* RECORD EXTRACTS

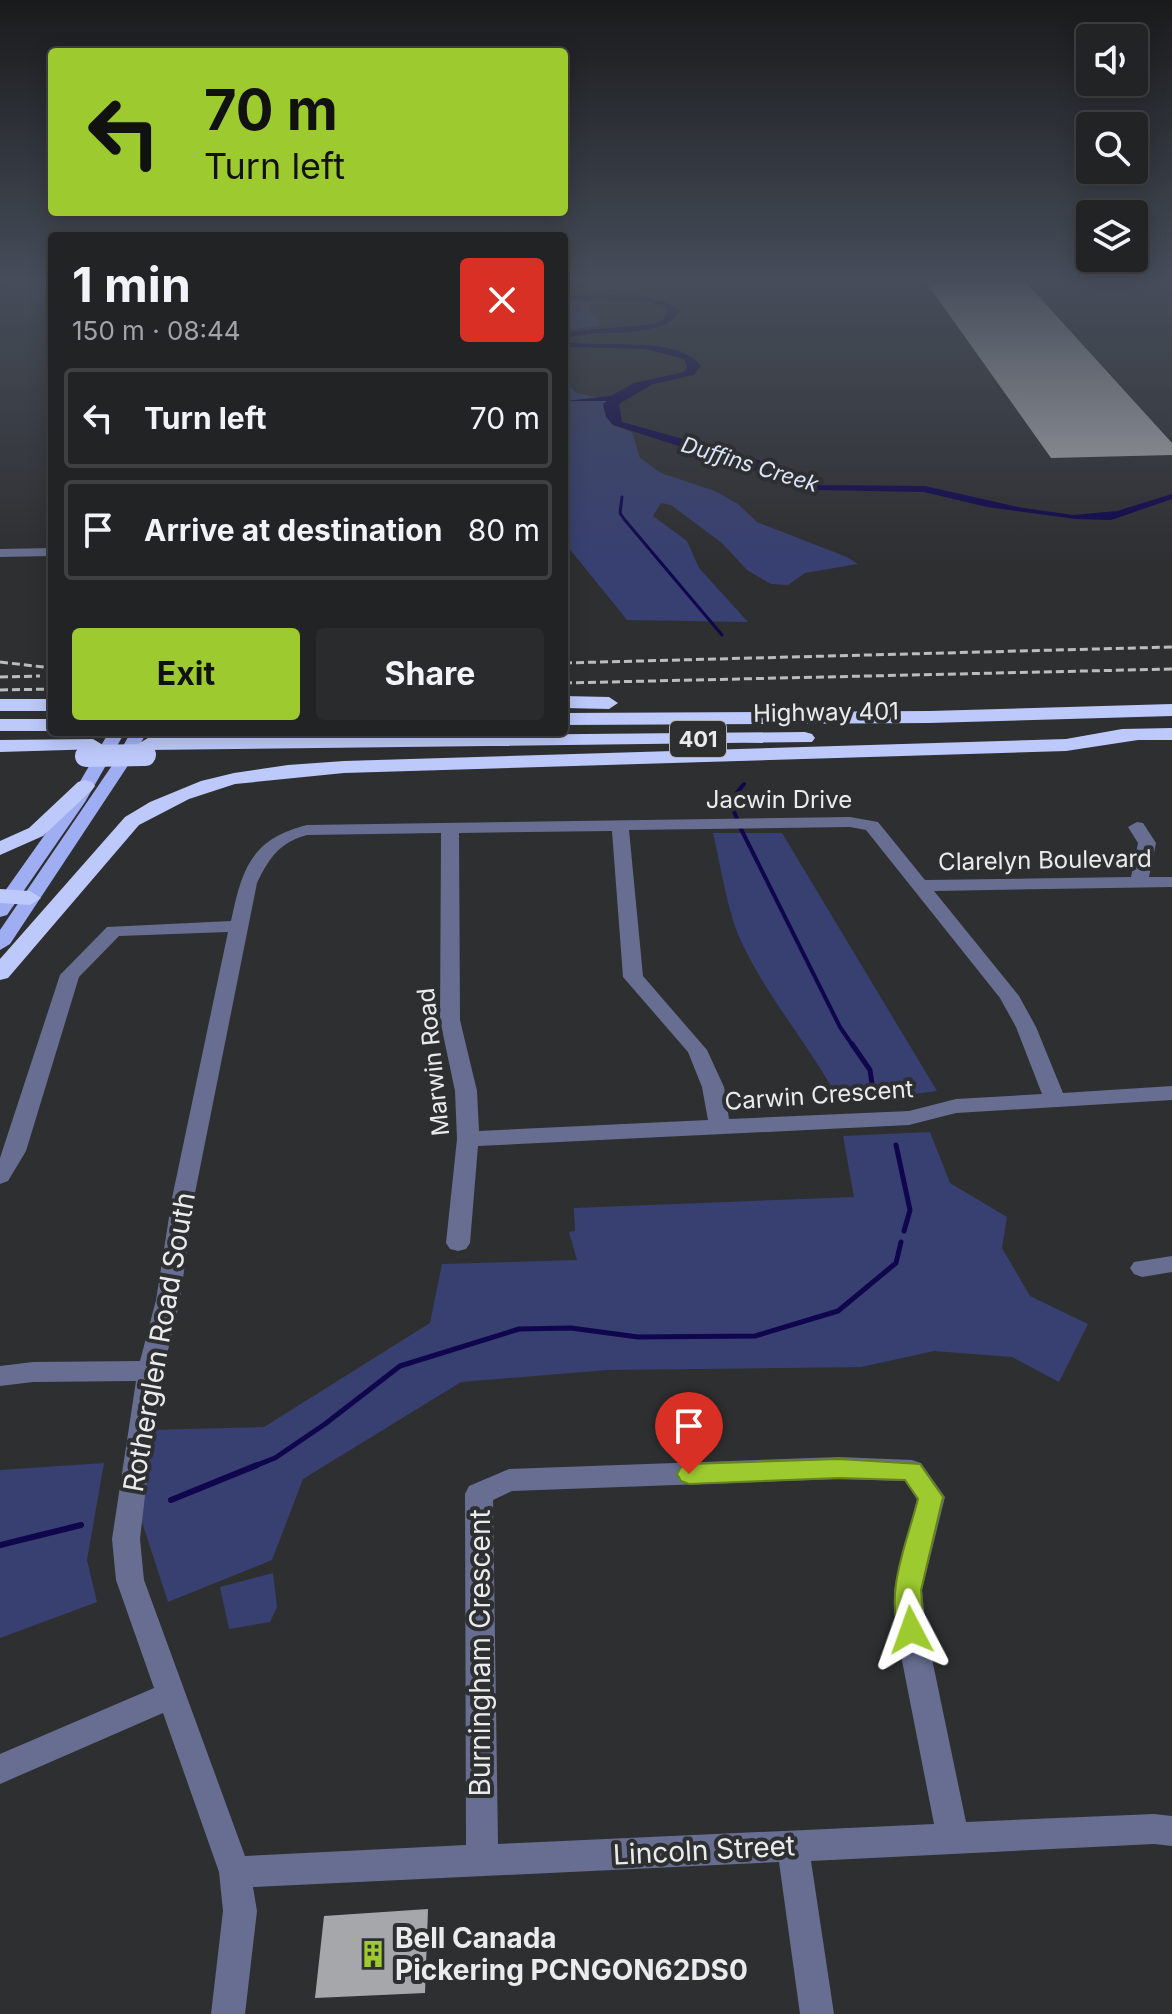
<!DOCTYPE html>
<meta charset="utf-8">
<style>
:root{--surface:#222325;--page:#2a2b2d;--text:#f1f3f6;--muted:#a2a4a7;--line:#3f4042;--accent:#9dca2f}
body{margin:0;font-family:Inter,sans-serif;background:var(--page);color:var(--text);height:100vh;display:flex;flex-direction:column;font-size:30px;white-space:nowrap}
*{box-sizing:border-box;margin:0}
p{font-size:26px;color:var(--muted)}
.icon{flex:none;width:44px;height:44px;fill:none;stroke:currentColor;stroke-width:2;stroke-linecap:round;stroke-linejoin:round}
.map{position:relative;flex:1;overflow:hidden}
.side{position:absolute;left:48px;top:232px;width:520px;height:504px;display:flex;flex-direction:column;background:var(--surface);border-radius:8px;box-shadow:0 4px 20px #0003,0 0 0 2px var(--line)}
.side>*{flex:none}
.guide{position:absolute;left:48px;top:48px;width:520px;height:168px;border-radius:8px;box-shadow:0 4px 20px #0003,0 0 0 2px var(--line);background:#9dca2f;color:#111;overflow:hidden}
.controls{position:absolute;left:1076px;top:24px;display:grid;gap:16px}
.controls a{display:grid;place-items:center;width:72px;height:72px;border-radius:8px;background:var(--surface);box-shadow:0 4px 20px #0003,0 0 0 2px var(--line);font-size:40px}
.pin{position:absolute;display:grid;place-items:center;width:68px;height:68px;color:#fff;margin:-82px -34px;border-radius:50% 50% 50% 0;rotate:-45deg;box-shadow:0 0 8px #0007}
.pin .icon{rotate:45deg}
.me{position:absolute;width:88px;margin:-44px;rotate:356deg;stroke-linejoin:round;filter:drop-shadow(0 0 6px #0008)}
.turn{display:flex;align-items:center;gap:28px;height:168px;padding:0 24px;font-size:36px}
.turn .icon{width:104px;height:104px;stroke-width:2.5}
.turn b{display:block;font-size:56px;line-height:68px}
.round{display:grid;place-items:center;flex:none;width:84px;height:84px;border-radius:8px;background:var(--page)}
.head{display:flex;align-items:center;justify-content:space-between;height:136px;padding:0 24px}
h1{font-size:48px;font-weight:700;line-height:60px}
.primary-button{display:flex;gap:16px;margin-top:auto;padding:16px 24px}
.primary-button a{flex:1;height:92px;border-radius:8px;background:var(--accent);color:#111;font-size:32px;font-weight:700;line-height:92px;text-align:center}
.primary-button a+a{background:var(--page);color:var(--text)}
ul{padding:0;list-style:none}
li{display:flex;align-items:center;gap:24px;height:100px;margin:0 16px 12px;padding:0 8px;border:4px solid var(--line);border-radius:8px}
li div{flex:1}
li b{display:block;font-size:30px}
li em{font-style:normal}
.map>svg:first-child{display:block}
.green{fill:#384071}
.water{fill:#0f064e}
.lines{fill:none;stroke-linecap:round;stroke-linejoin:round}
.stream-far3{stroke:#0f064e;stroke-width:3}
.stream-far2{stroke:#0f064e;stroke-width:4}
.stream-far1{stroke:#0f064e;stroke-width:5}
.stream{stroke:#0f064e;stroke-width:6}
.building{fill:#a6a7aa}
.minor{fill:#676e91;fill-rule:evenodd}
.major{fill:#9fadf3;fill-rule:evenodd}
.highway{fill:#bdc9fb;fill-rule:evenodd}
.rail-far1{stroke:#bdbdbf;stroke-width:2;stroke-dasharray:6 3;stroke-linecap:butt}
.rail{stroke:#bdbdbf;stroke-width:3;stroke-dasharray:8 4;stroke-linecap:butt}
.highway-bridge{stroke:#bdc9fb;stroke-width:22}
.route{fill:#9dca2f;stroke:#66831f;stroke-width:2}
.labels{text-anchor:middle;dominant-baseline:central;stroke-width:8;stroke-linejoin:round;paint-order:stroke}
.far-water-label{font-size:22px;font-style:italic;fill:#dde3f8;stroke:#2e2f31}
.shield{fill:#2e2f31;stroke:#b2b3b5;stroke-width:2}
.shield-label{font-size:22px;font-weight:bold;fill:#ebebed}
.street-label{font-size:24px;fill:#ebebed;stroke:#2e2f31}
.near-street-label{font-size:28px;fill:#ebebed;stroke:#2e2f31}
.near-poi-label{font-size:28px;font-weight:bold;fill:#ebebed;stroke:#2e2f31;text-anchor:start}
</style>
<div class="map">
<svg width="1172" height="2014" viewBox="0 0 1172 2014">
<rect width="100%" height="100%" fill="#2e2f31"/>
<path class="green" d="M564,301L592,302L587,308L598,320L599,326L564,330Z
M564,383L577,393L610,401L613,425L632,432L640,458L661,473L715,491L738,504L757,522L847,557L858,564L805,573L788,585L771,584L747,570L722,543L671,505L661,503L653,516L687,541L699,568L748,622L627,620L564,542Z
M713,833H782L937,1091L841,1104C811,1047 768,999 741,941C727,911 721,866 713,833Z
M930,1132L950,1183L1007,1217L1002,1248L1030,1296L1088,1324L1059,1382L1012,1357L934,1351L861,1367L607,1370L461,1382L303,1479L272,1560L168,1602L141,1519L148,1430L264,1427L430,1323L442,1264L577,1260L569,1232L575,1231L574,1208L854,1197L843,1136Z
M104,1463L87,1560L97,1602L0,1638V1470Z
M273,1573L277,1607L270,1622L229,1629L220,1587Z"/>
<path class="water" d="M564,296C599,296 650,289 680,310C668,341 594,328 566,338L568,342C605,348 677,335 701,366L694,375L653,384L619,404L622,422L773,464L814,485L925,486L1023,508L1073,515L1117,511L1172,494V499L1111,520L1076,519L987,507L924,492L816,490L613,425L606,417L603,404L607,401H564L611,396L634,383L684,372L687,367L684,359L646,349L564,347V332L654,324L663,320L667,310L650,302L564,299Z"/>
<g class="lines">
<path class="stream-far3" d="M622,497L620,513L624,519L722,635"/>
<path class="stream-far2" d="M737,819L730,801L744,784
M741,829L840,1027L853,1046"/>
<path class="stream-far1" d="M852,1044L870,1070L873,1091
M896,1145L910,1210L904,1231
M252,1467L275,1458L325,1424L400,1366L519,1329L571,1328L638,1337L755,1336L838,1311L896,1263L901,1242"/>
<path class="stream" d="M171,1500L257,1465
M0,1545L81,1525"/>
</g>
<path class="building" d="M923,278H1022L1172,443V455L1051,458Z
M428,1909L425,1993L315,1998L324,1916Z"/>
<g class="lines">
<path class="minor" d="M52,548V556L0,557V549Z
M850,817L878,822L925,880L1131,877L1138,843L1128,827L1137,822L1143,823L1156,843L1149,877H1172V887L934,891L1019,996L1036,1027L1063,1093L1172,1086V1100L956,1113L909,1125L478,1146L470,1243L466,1249L458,1251L450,1249L446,1243L457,1139L455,1091L440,1020L441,833L307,835C280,842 269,858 257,883L194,1198L180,1300L163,1371L152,1435L140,1539L144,1580L245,1856L466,1845L465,1494L469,1486L509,1469L839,1457L912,1460L921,1463L945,1497L922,1590L926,1630L966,1822L1154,1814L1172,1816V1846L1154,1844L811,1861L834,2014H800L779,1862L253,1887L257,1911L245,2014H211L223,1911L219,1872L163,1713L0,1784V1754L154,1688L116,1580L112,1539L136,1381L33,1382L0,1386V1366L33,1362L140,1361L156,1300L172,1198L228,932L119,936L79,977L26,1151L8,1181L0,1184V1158L60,975L107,927L231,921C242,869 251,839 307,825ZM850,827L866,830L1000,998L1016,1027L1042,1094L956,1099L909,1111L729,1119L724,1087L707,1050L643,976L629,830ZM612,831L623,977L688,1052L702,1087L708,1120L479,1131L477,1091L460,1020L459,833ZM839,1479L905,1481L917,1499L894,1590L896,1630L934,1824L498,1844L493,1500L512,1491Z
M1172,1256V1272L1142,1277L1134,1274L1130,1268L1134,1262Z"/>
<path class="major" d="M109,732H125L85,802L7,915L0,917V898L68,802Z
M131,732H147L127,767L10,944L0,950V930L111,767Z"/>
<path class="highway" d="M564,696L609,697L618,703L609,709L564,708Z
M0,699H52V711H0Z
M1172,704V716L929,723L564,725V713L929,711Z
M0,719H52V731H0Z
M1172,728V740H1138L1066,751L344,773L235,784L189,799L139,825L8,978L0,980V959L125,817L150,802L201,781L234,773L288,765L344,761L1066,739L1122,729Z
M805,732L812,734L815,738L812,742L148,750L138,744L148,738Z
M93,739L103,745L100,749L0,752V740Z
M85,780L92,782L95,786L92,790L43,836L0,855V841L29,828L78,782Z
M0,889L30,891L41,898L30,905L0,903Z"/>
<path class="rail-far1" d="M0,282L1,278"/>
<path class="rail" d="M0,662L52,668
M564,663L1172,647
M0,677L40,676
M564,683L1172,669
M0,690L52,689"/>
<path class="highway-bridge" d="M86,756L145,755"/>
</g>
<linearGradient id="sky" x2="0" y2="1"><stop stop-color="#191a1b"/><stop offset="0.5" stop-color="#464d5a"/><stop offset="1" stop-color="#464d5a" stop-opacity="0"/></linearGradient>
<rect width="1172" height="560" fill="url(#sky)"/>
<path class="route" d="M839,1459L920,1464L943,1497L921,1590L924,1630L921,1638L911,1642L902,1638C882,1597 908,1540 918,1499L905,1480L839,1478L689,1484L681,1481L677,1474L681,1467L689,1464Z"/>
<defs>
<g id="building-bare" transform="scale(2.16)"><path d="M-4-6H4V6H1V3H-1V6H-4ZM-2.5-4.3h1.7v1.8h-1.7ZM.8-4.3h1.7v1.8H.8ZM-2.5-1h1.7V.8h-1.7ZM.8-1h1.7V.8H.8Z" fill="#9dca2f" stroke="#2e2f31" stroke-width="2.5" paint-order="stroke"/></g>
</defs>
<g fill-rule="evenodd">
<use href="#building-bare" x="373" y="1954"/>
</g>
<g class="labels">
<g class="far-water-label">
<text transform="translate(750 464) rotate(17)">Duffins Creek</text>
</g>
<rect class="shield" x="670" y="721" width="56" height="36" rx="6"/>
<g class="shield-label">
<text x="698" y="739">401</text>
</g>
<g class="street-label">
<text transform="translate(826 712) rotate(-1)">Highway 401</text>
<text x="779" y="799">Jacwin Drive</text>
<text transform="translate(1045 860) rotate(-1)">Clarelyn Boulevard</text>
<text transform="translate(433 1062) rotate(-96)">Marwin Road</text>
<text transform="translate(819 1095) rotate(-4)">Carwin Crescent</text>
</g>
<g class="near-street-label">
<text transform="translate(159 1342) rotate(-80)">Rotherglen Road South</text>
<text transform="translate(480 1653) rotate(-90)">Burningham Crescent</text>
<text transform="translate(704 1850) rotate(-3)">Lincoln Street</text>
</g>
<g class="near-poi-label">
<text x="395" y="1938">Bell Canada<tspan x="395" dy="32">Pickering PCNGON62DS0</tspan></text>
</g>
</g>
</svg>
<div class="controls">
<a><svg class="icon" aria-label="sound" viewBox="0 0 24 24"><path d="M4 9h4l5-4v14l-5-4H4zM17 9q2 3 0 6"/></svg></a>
<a><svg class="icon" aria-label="search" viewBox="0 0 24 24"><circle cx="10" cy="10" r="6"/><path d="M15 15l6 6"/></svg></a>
<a><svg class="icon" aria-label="layers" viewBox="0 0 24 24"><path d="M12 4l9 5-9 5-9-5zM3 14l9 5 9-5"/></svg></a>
</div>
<div class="pin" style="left:689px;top:1474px;background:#d93025"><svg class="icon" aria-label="arrive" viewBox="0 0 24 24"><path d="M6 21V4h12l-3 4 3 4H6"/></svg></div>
<svg class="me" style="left:911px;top:1630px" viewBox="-20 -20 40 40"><path d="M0-17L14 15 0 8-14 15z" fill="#9dca2f" stroke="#fff" stroke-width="4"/></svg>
<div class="guide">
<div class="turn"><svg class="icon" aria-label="left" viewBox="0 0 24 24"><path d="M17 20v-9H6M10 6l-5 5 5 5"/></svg><div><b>70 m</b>Turn left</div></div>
</div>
<section class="side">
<div class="head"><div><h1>1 min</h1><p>150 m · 08:44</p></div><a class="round" style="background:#d93025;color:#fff"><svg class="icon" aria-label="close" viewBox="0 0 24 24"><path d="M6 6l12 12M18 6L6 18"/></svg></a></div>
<ul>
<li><svg class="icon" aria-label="left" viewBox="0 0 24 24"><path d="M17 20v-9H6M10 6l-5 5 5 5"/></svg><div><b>Turn left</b></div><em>70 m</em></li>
<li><svg class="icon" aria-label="arrive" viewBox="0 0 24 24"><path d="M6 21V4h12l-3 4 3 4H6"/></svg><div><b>Arrive at destination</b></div><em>80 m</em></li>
</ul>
<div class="primary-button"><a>Exit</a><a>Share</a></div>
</section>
</div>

* WORK INSTRUCTIONS
Copy down every line of the entries containing the word "column".

* RESPONSE TO THE EXERCISE
body{margin:0;font-family:Inter,sans-serif;background:var(--page);color:var(--text);height:100vh;display:flex;flex-direction:column;font-size:30px;white-space:nowrap}
.side{position:absolute;left:48px;top:232px;width:520px;height:504px;display:flex;flex-direction:column;background:var(--surface);border-radius:8px;box-shadow:0 4px 20px #0003,0 0 0 2px var(--line)}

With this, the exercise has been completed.